Visits from family and friends while you are hospitalized or bedridden at home are a great consolation and a breath of fresh air for both the patient as well as the bystanders. But if you are a careless, insensitive visitor, you’d just be a burden and a thorn in the flesh. What a patient needs the most at the hour of physical ailment are good rest and peace of mind. So, it is on the part of the visitor to determine if your visit might cause discomfort to the already suffering patient.
There are two types of visitors whose visits are despised by a patient and his/her family. The first type is a person who comes with an overload of pity and sympathy: “Oh, my God! I can’t bear to see you this way. Of all people, why did it happen to you… ” The second type of visitor is overloaded with advice and directives: “There is another hospital that offers better treatment for this ailment,” – “You are being fleeced here.” – “Ayurvedic treatment is best, I know it personally,” thus goes their free and unwelcome comments. Some of such persons even question the doctors and nurses and engage in verbal duel with them. As a consequence, sometimes the hospital staffs even lose interest in the patient. The fact of the matter is that neither the patient, nor the bystanders feel comforted by the visit of such persons. The need of the hour is not sympathy, pity or advice, but empathy – to feel one with the suffering person and be a source of psychological support.
As a visitor, you are there to support the patient and family members. Having an upsetting conversation in the presence of the patient, even when heavily sedated, can have extremely negative consequences. So can whispering, when the patient believes something is being withheld. State everything in the positive. It is better to avoid discussing the sickness of the patient with him or his family members. After all, that person is obviously there for treatment of a sickness which has caused pain and distress. If you cannot do anything about it, there is no use of asking many questions pointedly and reminding the person of his pain. The same thing applies to treatment. Many people start telling about their own ailments and experiences of different types of treatment while visiting a sick individual. It should be remembered that no two persons are exactly alike. In two persons even if the disease is the same, there are multiple factors which determine the treatment and the response to treatment, which only a competent doctor can judge or decide.
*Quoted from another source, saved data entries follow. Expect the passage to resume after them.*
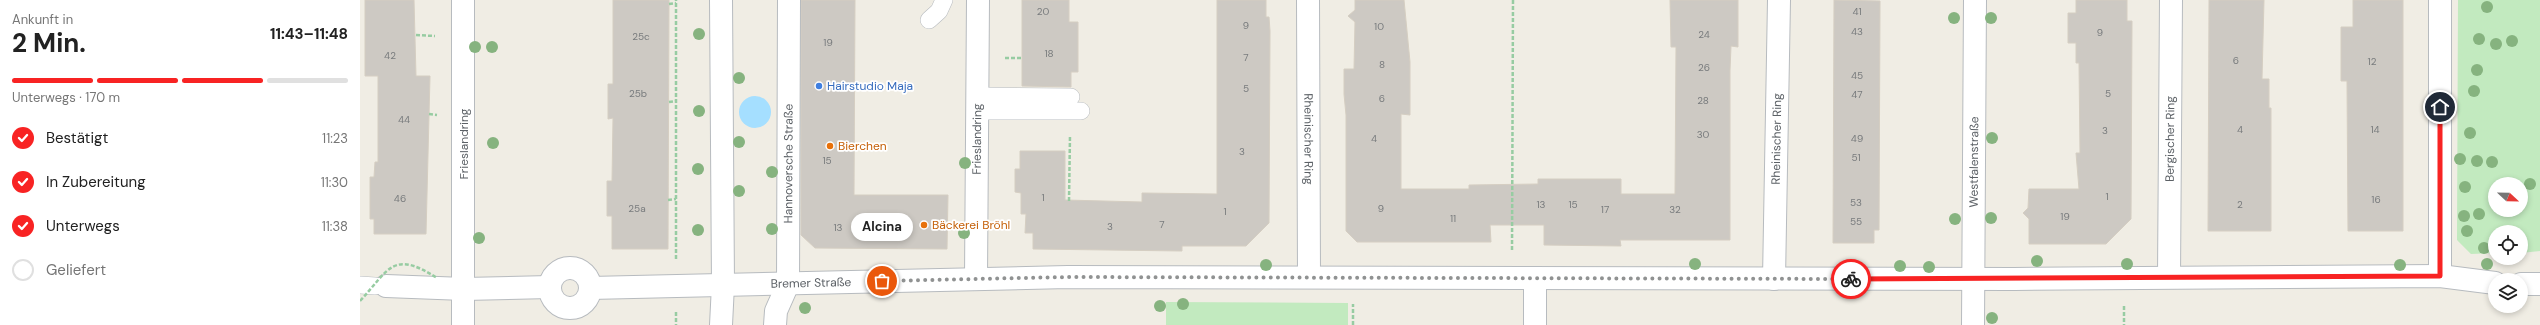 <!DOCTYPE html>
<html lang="de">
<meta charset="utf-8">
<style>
body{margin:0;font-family:"DM Sans",sans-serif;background:#f6f6f6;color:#222;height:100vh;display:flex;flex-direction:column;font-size:15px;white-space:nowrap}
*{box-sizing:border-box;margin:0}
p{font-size:13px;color:#767676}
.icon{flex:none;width:22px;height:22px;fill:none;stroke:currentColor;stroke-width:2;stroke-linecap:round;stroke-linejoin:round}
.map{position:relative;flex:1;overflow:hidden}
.drawer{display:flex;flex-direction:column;background:#fff;width:360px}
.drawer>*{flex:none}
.needle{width:26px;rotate:112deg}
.fabs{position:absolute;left:2128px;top:177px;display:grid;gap:8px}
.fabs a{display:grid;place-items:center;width:40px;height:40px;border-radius:50%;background:#fff;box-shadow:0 2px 6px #0003;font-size:20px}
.pin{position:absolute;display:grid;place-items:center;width:34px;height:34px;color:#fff;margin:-17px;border:2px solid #fff;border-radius:50%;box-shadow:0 1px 4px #0007}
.courier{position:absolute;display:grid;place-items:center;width:40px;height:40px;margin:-20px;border:3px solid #f82323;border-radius:50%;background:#fff;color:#222;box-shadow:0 1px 5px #0007}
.bubble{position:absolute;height:28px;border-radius:14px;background:#fff;box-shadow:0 2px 6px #0003;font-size:13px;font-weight:700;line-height:28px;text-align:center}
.summary em{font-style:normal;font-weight:700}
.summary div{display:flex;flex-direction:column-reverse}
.summary{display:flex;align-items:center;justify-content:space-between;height:68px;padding:0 12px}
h1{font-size:26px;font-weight:700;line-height:30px}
.bar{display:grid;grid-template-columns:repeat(4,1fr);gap:6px 4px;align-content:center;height:48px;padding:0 12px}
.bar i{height:5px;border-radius:3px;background:#e0e0e0}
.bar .current{background:#f82323}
.bar p{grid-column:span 4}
ol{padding:0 12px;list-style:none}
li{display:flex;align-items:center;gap:12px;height:44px}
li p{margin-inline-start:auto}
li .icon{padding:4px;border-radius:50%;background:#f82323;color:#fff;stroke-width:4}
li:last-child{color:#767676}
li i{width:22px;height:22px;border:2px solid #e0e0e0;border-radius:50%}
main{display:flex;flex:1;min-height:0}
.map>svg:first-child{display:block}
</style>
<main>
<section class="drawer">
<div class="summary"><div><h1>2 Min.</h1><p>Ankunft in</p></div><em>11:43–11:48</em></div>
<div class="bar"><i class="current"></i><i class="current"></i><i class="current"></i><i></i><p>Unterwegs · 170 m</p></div>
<ol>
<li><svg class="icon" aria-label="check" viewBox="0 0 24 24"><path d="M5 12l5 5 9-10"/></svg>Bestätigt<p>11:23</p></li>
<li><svg class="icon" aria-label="check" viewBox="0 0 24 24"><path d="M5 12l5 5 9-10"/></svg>In Zubereitung<p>11:30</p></li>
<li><svg class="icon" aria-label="check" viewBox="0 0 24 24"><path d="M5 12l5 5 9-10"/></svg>Unterwegs<p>11:38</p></li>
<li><i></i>Geliefert</li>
</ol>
</section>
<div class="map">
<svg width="2180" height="325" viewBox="0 0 2180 325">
<rect width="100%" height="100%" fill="#f0ede4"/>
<g fill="#c2eabf" fill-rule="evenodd">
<path d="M2098 0H2180V251L2161 253V232H2135V253L2111 254 2097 240ZM2135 184H2161V210H2135Z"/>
<path d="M806 302 988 303V325H806Z"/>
</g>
<circle fill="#a5dfff" cx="395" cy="112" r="16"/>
<g fill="#cdc9c3" stroke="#d5cec2">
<path d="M5 0H54L56 76H70L66 234H14V219H10V177H14L15 162H18V76H5Z"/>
<path d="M253 0H309L308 249H252V216H247V181H252L253 118 248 119V84H253Z"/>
<path d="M441 0H495L494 195H588L587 249 455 248 441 235Z"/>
<path d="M662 0H709V22H718V72H711V87L662 86Z"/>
<path d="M857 0H906V17H909L910 31 909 223 886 246H822V251L673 249V233H665L666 214H661V193L655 192V169H660V151H705V200L782 202V193L857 194Z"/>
<path d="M995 0H1044L1050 62V115L1041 114V189H1109V185L1178 184V179H1261V194H1315L1316 47H1311L1310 0H1378V47L1371 46 1370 70V240H1260L1261 246 1184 245V225H1130L1131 242H997L986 231V115L984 94V69H994L995 22 988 16 995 10Z"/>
<path d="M1474 0 1520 1 1519 230H1514V243H1473Z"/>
<path d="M1716 0H1767V21H1772L1771 219 1746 244H1669V219L1663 213 1668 208 1669 189H1719L1716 153H1720L1719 63H1716V43H1708V13H1716Z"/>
<path d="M1849 0H1904L1902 79H1909V108H1911V231H1848Z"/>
<path d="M1993 0H2043V231H1988L1987 81H1981V27H1993Z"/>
</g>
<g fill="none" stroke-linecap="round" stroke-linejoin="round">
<g stroke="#b7bbbf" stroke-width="18">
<g id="service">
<path d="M569 20 579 11 584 0"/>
<path d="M618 96 711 97"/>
<path d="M618 111H721"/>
<path d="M0 285 15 286"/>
</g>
</g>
<g stroke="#b7bbbf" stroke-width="24">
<g id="minor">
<path id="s1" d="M948 0 949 277"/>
<circle cx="210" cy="288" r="20"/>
<path d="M2080 276V0"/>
<path id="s2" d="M1809 277 1811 0"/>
<path id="s3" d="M616 278 618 0"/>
<path id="s4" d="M1414 279 1419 0"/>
<path d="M2161 284H2180"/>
<path d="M26 286 104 289 190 287"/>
<path id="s5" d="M230 288 708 277 1654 279 2080 276 2135 283"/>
<path d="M103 325V0"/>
<path d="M361 325 363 285 361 0"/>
<path id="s6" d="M415 325 416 311 428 284 429 0"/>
<path d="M1175 325V279"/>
<path id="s7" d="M1613 325 1615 0"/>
</g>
</g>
<g stroke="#97cca2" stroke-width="2.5" stroke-dasharray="4 2" stroke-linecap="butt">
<path d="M309 4 316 3"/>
<path d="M56 35 75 36"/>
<path d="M645 58H661"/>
<path d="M309 102 316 101"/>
<path d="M69 114 77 115"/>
<path d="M308 200 316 199"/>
<path d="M709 201 710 135"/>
<path d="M1152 250 1153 0"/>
<path d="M316 259V0"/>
<path d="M1764 306V325"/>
<path d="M316 312V325"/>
<path d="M993 325V304"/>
</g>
<use href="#service" stroke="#fff" stroke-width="17"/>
<use href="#minor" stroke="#fff" stroke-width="22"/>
<path stroke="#97cca2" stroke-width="2.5" stroke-dasharray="4 2" stroke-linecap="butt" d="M0 301C29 270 32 249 77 278"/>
</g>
<g fill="#86b37f">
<circle cx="2127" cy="7" r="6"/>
<circle cx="1594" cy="18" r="6"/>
<circle cx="1631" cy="18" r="6"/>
<circle cx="339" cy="34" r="6"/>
<circle cx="2119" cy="39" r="6"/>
<circle cx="2152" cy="41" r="6"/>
<circle cx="2136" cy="44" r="6"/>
<circle cx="115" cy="47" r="6"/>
<circle cx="132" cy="47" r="6"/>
<circle cx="2117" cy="70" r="6"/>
<circle cx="379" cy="78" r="6"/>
<circle cx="2114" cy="91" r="6"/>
<circle cx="339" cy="111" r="6"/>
<circle cx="2110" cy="133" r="6"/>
<circle cx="1632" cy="138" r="6"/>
<circle cx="379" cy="142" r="6"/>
<circle cx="133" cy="143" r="6"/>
<circle cx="2100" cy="159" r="6"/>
<circle cx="2117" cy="161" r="6"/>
<circle cx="2132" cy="162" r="6"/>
<circle cx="605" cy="163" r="6"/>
<circle cx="338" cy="169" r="6"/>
<circle cx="412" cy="172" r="6"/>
<circle cx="2170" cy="184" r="6"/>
<circle cx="2105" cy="187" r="6"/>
<circle cx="379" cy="191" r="6"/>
<circle cx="2119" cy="214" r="6"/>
<circle cx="2104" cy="216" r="6"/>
<circle cx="1631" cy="218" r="6"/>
<circle cx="1595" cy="219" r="6"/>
<circle cx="412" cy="229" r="6"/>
<circle cx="338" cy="230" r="6"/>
<circle cx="2107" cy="231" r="6"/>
<circle cx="604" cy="233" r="6"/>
<circle cx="119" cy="238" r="6"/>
<circle cx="2124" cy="248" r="6"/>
<circle cx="1677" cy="261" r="6"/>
<circle cx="1335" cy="264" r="6"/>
<circle cx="1767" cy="264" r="6"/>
<circle cx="2127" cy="264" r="6"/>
<circle cx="906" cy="265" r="6"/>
<circle cx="2040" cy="265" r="6"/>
<circle cx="1540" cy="266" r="6"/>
<circle cx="1569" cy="267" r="6"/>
<circle cx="823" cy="304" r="6"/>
<circle cx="800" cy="306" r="6"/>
<circle cx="445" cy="308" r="6"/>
<circle cx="1632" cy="318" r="6"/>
</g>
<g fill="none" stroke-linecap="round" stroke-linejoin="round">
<path stroke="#909292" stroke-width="4" stroke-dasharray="0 7.2" d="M522 281 708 277 1491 279"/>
<path stroke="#f82323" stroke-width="5" d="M1491 279 2080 276V107"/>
</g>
<circle fill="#3f7fe0" stroke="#fff" stroke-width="1.5" cx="459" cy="86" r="4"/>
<g fill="#e8710a" stroke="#fff" stroke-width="1.5">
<circle cx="470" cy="146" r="4"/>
<circle cx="564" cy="225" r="4"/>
</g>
<g text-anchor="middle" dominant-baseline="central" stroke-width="3.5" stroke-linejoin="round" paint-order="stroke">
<g font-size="10" fill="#787b7d">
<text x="683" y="11">20</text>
<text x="1497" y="11">41</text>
<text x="886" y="25">9</text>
<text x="1019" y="26">10</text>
<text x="1497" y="31">43</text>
<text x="1740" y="32">9</text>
<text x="1344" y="34">24</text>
<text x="281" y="36">25c</text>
<text x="468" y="42">19</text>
<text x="689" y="53">18</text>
<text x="30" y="55">42</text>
<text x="886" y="57">7</text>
<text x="1876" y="60">6</text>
<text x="2012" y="61">12</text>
<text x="1022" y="64">8</text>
<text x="1344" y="67">26</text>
<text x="1497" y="75">45</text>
<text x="886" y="88">5</text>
<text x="278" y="93">25b</text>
<text x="1748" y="93">5</text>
<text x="1497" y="94">47</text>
<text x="1022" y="98">6</text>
<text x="1343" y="100">28</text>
<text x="44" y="119">44</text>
<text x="1880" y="129">4</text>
<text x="2015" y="129">14</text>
<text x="1745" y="130">3</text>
<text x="1343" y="134">30</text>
<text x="1014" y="138">4</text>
<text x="1497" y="138">49</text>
<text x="882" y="151">3</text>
<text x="1496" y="157">51</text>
<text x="467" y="160">15</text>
<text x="1747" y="196">1</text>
<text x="683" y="197">1</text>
<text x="40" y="198">46</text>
<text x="2016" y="199">16</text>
<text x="1496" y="202">53</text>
<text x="1181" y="204">13</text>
<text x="1213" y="204">15</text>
<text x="1880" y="204">2</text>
<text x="277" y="208">25a</text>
<text x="1021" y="208">9</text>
<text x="1245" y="209">17</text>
<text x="1315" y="209">32</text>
<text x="865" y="211">1</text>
<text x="1705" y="216">19</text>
<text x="1093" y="218">11</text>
<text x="1496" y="221">55</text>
<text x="802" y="224">7</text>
<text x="750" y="226">3</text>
<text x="478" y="227">13</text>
</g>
<g font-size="12" fill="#366cbe" stroke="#fff" text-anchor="start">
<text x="467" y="86">Hairstudio Maja</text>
</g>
<g font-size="12" fill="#5c6166" stroke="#fff">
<text stroke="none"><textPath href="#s3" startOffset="139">Frieslandring</textPath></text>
<text stroke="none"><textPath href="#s1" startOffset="139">Rheinischer Ring</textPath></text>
<text stroke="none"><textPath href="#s4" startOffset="140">Rheinischer Ring</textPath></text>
<text stroke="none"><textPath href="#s2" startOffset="138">Bergischer Ring</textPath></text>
<text transform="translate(104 144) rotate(-90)">Frieslandring</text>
<text stroke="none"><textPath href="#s7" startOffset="163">Westfalenstraße</textPath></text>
<text stroke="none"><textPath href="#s6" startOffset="164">Hannoversche Straße</textPath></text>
<text stroke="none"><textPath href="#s5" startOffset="221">Bremer Straße</textPath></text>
</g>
<g font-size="12" fill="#c56008" stroke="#fff" text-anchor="start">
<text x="478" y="146">Bierchen</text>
<text x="572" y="225">Bäckerei Bröhl</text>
</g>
</g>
</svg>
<div class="fabs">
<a><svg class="needle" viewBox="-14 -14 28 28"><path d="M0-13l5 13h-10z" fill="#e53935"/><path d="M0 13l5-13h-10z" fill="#767676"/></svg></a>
<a><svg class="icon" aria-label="locate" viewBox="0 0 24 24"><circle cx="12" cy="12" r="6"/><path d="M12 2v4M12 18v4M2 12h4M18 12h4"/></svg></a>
<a><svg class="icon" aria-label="layers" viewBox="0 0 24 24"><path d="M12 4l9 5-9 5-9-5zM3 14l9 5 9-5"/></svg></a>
</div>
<div class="pin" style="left:522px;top:281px;background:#ea580c"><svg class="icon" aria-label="bag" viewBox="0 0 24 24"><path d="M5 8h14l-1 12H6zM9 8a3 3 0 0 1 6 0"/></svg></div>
<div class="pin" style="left:2080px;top:107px;background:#1f2937"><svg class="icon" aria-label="home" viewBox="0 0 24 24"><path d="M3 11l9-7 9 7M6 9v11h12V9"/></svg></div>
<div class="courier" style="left:1491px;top:279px"><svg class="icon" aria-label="bike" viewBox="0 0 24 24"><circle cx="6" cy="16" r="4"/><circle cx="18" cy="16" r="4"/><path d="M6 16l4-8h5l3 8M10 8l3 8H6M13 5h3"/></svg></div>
<div class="bubble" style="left:491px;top:213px;width:62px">Alcina</div>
</div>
</main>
Certainly it is a good gesture to visit friends or family when they are hospitalised but what one should not forget is that the patient needs rest during this time. You must respect the patient and ensure that your visit isn’t tiring them or causing any inconvenience. A patient typically feels the need to make every visitor feel welcomed and appreciated. The patient and the bystander might be genuinely grateful that you visited; even so, this can be extremely draining for the patient. Just remember, every visit that requires engagement on the part of the patient, can be emotionally and physically draining. Don’t forget that patients are in the hospital because they are not well and need to get better; they’re not just hanging out, watching TV, and waiting for visitors. If you notice that the patient’s eyes are closing while you are talking with them, it’s probably because they’re medicated or simply exhausted and ready to rest, so excuse yourself so they can rest without feeling like they are being rude to you. You must respect their privacy, especially when his/her dress needs to be changed or when doctor comes for examination.
You don’t have to come by and visit for the patient to know you care. In fact, depending on the severity of the patient’s illness or injury, sometimes the most caring thing you can do is to just stay away and give the patient space to heal. In some Western countries you are not allowed to visit an admitted patient. Why give your infection to the already suffering patient? Sometimes it will be enough to visit the bystander or the relatives to show them you are concerned and you care. Also, don’t make frequent phone calls directly to the patient. It becomes an obligation to attend the call and explain of his condition repeatedly to each and every caller. If you feel the need to let the person know you care, send an email or an SMS, or an encouraging word to the patient through a family member.
That being said, please don’t stop visiting hospitalized patients! They need our support. Just do so in a thoughtful and compassionate way. Keeping these small things in mind, when one goes to visit a patient, the visit will be useful and the patient and his care takers will feel grateful.